[Stored data]
--- START ---
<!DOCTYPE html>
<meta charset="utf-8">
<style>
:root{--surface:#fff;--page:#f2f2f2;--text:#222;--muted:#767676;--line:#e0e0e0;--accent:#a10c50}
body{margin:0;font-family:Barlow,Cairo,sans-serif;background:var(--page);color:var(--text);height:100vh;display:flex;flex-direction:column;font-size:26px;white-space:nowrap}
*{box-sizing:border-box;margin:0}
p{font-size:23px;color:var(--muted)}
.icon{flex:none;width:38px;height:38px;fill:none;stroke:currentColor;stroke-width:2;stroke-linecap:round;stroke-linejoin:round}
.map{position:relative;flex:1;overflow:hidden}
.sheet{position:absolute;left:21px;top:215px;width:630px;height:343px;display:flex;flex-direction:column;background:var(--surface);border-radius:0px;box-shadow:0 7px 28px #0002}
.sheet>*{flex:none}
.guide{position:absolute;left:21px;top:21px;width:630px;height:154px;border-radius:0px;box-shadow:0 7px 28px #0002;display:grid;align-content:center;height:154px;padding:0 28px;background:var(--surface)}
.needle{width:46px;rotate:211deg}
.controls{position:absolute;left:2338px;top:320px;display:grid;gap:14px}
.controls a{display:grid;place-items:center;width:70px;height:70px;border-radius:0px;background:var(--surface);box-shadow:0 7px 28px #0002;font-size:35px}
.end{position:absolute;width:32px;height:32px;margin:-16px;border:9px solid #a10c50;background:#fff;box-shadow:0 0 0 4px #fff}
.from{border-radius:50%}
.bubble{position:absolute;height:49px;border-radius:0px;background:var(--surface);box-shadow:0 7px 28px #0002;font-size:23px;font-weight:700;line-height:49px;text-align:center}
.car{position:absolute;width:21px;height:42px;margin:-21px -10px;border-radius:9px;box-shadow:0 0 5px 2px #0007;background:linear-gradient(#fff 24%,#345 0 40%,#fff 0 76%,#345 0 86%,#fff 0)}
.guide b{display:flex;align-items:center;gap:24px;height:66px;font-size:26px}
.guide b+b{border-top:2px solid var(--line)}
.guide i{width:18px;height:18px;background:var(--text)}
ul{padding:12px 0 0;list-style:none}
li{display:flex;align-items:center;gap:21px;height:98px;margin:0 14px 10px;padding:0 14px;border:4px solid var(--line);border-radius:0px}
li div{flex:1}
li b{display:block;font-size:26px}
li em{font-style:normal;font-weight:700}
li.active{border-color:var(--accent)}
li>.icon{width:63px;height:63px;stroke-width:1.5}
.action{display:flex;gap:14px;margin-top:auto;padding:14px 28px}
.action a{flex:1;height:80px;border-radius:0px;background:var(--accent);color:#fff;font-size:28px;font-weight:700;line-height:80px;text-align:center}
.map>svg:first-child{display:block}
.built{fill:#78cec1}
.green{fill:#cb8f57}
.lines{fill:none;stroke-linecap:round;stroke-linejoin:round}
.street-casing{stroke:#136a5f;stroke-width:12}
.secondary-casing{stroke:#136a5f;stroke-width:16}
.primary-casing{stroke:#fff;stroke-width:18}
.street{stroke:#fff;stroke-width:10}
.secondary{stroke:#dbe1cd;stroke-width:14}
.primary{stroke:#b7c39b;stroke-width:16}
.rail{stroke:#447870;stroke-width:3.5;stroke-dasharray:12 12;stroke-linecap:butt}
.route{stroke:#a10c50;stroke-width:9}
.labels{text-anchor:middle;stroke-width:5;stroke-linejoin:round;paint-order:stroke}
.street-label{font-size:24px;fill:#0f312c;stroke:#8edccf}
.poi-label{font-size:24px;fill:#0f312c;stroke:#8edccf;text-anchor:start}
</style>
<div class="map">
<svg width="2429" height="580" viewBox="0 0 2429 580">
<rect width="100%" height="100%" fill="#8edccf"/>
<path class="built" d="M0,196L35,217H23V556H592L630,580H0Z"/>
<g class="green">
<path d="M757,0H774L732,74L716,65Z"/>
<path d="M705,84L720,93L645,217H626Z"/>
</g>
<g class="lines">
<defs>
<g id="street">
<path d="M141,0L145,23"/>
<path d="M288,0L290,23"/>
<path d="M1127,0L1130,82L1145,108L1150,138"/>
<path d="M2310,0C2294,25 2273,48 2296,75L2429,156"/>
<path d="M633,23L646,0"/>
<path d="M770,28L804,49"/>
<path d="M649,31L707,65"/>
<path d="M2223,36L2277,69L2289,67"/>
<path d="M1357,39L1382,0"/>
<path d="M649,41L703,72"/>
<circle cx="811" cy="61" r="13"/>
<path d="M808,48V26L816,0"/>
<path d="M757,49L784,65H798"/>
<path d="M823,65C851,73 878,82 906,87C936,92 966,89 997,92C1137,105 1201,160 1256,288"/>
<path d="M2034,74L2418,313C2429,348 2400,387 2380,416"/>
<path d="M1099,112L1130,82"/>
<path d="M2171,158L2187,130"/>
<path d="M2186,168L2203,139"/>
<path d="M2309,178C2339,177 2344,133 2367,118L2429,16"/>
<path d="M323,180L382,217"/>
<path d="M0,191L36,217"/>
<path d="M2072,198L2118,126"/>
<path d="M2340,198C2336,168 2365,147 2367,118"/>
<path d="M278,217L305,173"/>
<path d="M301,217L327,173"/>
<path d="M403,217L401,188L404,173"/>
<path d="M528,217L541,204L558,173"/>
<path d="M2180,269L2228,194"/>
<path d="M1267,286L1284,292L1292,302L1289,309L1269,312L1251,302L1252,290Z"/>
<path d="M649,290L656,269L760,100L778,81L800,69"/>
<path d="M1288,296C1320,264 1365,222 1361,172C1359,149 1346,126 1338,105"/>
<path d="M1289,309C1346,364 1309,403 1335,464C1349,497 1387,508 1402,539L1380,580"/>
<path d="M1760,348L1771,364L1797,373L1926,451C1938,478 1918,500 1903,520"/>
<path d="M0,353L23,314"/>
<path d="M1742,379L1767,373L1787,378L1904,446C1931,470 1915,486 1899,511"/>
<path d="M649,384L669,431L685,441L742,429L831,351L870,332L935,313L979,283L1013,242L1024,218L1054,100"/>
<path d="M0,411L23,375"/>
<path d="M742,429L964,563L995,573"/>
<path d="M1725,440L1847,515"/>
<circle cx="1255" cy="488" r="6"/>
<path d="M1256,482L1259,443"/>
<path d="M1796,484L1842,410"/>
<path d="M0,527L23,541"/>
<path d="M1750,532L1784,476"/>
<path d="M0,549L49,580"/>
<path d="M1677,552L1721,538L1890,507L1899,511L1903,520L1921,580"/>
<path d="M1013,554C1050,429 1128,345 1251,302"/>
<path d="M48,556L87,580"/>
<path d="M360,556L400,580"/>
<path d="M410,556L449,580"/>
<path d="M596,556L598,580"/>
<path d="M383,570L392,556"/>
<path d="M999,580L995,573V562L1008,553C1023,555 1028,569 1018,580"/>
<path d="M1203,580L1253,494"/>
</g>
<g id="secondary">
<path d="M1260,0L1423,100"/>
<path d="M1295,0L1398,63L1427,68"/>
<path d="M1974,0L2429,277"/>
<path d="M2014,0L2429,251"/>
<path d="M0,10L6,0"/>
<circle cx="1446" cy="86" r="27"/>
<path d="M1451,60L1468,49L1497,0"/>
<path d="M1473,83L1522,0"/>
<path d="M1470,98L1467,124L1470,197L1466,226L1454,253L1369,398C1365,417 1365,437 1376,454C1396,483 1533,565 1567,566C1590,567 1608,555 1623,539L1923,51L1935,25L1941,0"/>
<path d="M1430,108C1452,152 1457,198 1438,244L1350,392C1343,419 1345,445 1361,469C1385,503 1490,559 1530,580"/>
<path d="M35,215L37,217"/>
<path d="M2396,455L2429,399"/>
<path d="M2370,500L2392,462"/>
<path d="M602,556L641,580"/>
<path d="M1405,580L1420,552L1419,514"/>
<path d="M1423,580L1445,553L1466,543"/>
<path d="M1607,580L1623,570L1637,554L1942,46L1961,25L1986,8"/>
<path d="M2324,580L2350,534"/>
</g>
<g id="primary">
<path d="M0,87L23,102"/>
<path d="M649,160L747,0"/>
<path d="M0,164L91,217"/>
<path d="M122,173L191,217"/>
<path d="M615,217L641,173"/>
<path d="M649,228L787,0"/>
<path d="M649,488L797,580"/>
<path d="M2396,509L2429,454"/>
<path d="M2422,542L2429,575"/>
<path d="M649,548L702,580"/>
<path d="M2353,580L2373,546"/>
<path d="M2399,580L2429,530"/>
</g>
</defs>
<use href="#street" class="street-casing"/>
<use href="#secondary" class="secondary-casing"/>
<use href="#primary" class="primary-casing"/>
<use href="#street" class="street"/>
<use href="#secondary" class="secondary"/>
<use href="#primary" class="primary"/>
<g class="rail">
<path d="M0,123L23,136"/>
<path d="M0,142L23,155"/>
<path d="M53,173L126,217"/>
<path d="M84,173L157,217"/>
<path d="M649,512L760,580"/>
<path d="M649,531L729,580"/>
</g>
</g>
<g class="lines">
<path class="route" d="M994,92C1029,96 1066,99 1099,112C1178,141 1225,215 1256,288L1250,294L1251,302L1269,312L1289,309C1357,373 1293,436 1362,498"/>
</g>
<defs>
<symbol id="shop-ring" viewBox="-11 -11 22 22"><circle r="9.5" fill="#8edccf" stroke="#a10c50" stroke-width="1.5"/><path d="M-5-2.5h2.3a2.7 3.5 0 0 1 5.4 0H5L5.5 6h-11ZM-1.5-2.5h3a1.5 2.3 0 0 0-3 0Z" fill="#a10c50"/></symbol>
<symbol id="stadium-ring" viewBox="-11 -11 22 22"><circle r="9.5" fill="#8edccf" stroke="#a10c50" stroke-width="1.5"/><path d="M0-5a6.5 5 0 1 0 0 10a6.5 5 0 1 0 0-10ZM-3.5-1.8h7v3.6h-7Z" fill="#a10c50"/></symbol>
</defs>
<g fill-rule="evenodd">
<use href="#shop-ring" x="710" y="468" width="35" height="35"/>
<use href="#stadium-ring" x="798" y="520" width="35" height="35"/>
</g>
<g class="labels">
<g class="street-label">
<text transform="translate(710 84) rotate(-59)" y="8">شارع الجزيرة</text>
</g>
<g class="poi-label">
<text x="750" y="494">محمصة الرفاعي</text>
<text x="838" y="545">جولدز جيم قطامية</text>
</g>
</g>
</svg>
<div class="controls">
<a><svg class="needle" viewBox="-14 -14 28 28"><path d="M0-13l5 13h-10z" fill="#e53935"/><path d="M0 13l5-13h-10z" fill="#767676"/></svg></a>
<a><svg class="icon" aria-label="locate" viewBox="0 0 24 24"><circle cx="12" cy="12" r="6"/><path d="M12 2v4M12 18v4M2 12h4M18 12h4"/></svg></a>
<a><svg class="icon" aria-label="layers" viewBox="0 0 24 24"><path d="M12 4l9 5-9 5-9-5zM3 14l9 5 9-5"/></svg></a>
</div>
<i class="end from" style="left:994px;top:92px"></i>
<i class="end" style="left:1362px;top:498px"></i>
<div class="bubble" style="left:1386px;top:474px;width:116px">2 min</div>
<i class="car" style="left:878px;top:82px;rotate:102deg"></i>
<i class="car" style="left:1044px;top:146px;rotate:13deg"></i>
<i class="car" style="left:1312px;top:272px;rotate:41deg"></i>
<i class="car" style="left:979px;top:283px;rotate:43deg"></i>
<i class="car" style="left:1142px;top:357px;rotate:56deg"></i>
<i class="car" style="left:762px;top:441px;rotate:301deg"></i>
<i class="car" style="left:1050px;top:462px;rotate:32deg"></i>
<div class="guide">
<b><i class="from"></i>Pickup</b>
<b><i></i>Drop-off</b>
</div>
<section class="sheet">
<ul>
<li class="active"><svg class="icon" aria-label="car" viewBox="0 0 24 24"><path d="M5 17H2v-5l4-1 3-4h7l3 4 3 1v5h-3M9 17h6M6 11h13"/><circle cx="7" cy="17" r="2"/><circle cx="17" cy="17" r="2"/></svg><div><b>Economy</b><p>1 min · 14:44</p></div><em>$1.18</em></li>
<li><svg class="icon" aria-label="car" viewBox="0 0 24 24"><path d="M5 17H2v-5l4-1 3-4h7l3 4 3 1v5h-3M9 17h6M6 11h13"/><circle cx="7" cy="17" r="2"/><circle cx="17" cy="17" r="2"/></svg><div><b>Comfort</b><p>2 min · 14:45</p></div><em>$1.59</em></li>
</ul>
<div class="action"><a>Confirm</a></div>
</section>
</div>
--- END ---
To do: Throughout the data above, count the lines in which the word "linecap" occurs; supply the number alone.

Your response: 3